Reproduce the data exactly. Omit no record.

Input data
——————

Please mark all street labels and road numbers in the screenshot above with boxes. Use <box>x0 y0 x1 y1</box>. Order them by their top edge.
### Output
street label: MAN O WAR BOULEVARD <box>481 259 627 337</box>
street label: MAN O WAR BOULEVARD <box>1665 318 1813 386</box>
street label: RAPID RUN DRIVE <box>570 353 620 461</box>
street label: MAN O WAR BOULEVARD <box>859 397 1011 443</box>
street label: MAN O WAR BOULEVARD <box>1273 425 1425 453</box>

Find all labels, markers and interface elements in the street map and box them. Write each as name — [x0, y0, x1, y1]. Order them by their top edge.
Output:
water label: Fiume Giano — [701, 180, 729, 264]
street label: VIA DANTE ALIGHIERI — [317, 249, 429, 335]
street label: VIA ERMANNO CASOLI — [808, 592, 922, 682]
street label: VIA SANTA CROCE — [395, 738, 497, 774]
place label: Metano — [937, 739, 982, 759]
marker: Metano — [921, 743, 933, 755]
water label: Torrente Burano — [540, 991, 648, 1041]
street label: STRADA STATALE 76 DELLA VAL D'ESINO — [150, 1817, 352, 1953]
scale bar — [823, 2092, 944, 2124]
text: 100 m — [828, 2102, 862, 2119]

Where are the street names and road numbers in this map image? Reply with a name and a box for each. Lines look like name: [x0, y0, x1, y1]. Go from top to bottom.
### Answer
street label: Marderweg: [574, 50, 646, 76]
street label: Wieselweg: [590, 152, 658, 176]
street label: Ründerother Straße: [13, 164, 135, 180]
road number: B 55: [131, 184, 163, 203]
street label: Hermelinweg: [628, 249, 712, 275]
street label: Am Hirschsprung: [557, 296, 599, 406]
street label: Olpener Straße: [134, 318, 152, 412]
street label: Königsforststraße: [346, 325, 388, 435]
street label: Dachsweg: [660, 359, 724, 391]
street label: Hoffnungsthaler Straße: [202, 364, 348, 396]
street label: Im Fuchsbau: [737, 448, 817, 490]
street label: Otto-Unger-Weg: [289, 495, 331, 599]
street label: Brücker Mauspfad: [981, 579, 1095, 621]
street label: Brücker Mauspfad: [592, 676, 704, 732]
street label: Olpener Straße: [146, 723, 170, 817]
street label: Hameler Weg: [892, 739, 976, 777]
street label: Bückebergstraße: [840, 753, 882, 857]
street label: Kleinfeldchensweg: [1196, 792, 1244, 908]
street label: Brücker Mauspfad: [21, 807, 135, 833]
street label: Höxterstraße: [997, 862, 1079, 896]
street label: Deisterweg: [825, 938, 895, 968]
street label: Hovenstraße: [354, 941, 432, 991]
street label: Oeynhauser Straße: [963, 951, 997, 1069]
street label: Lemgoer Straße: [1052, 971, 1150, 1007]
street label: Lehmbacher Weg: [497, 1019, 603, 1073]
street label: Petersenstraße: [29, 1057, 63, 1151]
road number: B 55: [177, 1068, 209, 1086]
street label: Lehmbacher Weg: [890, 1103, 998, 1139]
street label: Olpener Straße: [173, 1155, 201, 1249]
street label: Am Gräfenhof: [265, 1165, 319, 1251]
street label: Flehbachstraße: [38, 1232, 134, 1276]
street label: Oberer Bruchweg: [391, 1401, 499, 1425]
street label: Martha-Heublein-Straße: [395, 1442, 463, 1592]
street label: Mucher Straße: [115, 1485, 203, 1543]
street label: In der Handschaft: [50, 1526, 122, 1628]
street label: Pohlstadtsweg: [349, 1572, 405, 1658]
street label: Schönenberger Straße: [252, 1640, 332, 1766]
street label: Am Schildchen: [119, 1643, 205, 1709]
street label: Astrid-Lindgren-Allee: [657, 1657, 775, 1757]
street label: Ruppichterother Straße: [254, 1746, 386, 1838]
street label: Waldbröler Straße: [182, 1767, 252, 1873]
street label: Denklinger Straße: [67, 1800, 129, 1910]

——————

Expected output
Please mark all street labels and road numbers in the screenshot above with boxes. Use <box>x0 y0 x1 y1</box>. Order them by their top edge.
### Output
street label: MAN O WAR BOULEVARD <box>481 259 627 337</box>
street label: MAN O WAR BOULEVARD <box>1665 318 1813 386</box>
street label: RAPID RUN DRIVE <box>570 353 620 461</box>
street label: MAN O WAR BOULEVARD <box>859 397 1011 443</box>
street label: MAN O WAR BOULEVARD <box>1273 425 1425 453</box>

Find all labels, markers and interface elements in the street map and box them. Write each as name — [x0, y0, x1, y1]. Order them by their top edge.
Output:
water label: Fiume Giano — [701, 180, 729, 264]
street label: VIA DANTE ALIGHIERI — [317, 249, 429, 335]
street label: VIA ERMANNO CASOLI — [808, 592, 922, 682]
street label: VIA SANTA CROCE — [395, 738, 497, 774]
place label: Metano — [937, 739, 982, 759]
marker: Metano — [921, 743, 933, 755]
water label: Torrente Burano — [540, 991, 648, 1041]
street label: STRADA STATALE 76 DELLA VAL D'ESINO — [150, 1817, 352, 1953]
scale bar — [823, 2092, 944, 2124]
text: 100 m — [828, 2102, 862, 2119]

Where are the street names and road numbers in this map image? Reply with a name and a box for each. Lines look like name: [x0, y0, x1, y1]. Go from top to bottom.
### Answer
street label: Marderweg: [574, 50, 646, 76]
street label: Wieselweg: [590, 152, 658, 176]
street label: Ründerother Straße: [13, 164, 135, 180]
road number: B 55: [131, 184, 163, 203]
street label: Hermelinweg: [628, 249, 712, 275]
street label: Am Hirschsprung: [557, 296, 599, 406]
street label: Olpener Straße: [134, 318, 152, 412]
street label: Königsforststraße: [346, 325, 388, 435]
street label: Dachsweg: [660, 359, 724, 391]
street label: Hoffnungsthaler Straße: [202, 364, 348, 396]
street label: Im Fuchsbau: [737, 448, 817, 490]
street label: Otto-Unger-Weg: [289, 495, 331, 599]
street label: Brücker Mauspfad: [981, 579, 1095, 621]
street label: Brücker Mauspfad: [592, 676, 704, 732]
street label: Olpener Straße: [146, 723, 170, 817]
street label: Hameler Weg: [892, 739, 976, 777]
street label: Bückebergstraße: [840, 753, 882, 857]
street label: Kleinfeldchensweg: [1196, 792, 1244, 908]
street label: Brücker Mauspfad: [21, 807, 135, 833]
street label: Höxterstraße: [997, 862, 1079, 896]
street label: Deisterweg: [825, 938, 895, 968]
street label: Hovenstraße: [354, 941, 432, 991]
street label: Oeynhauser Straße: [963, 951, 997, 1069]
street label: Lemgoer Straße: [1052, 971, 1150, 1007]
street label: Lehmbacher Weg: [497, 1019, 603, 1073]
street label: Petersenstraße: [29, 1057, 63, 1151]
road number: B 55: [177, 1068, 209, 1086]
street label: Lehmbacher Weg: [890, 1103, 998, 1139]
street label: Olpener Straße: [173, 1155, 201, 1249]
street label: Am Gräfenhof: [265, 1165, 319, 1251]
street label: Flehbachstraße: [38, 1232, 134, 1276]
street label: Oberer Bruchweg: [391, 1401, 499, 1425]
street label: Martha-Heublein-Straße: [395, 1442, 463, 1592]
street label: Mucher Straße: [115, 1485, 203, 1543]
street label: In der Handschaft: [50, 1526, 122, 1628]
street label: Pohlstadtsweg: [349, 1572, 405, 1658]
street label: Schönenberger Straße: [252, 1640, 332, 1766]
street label: Am Schildchen: [119, 1643, 205, 1709]
street label: Astrid-Lindgren-Allee: [657, 1657, 775, 1757]
street label: Ruppichterother Straße: [254, 1746, 386, 1838]
street label: Waldbröler Straße: [182, 1767, 252, 1873]
street label: Denklinger Straße: [67, 1800, 129, 1910]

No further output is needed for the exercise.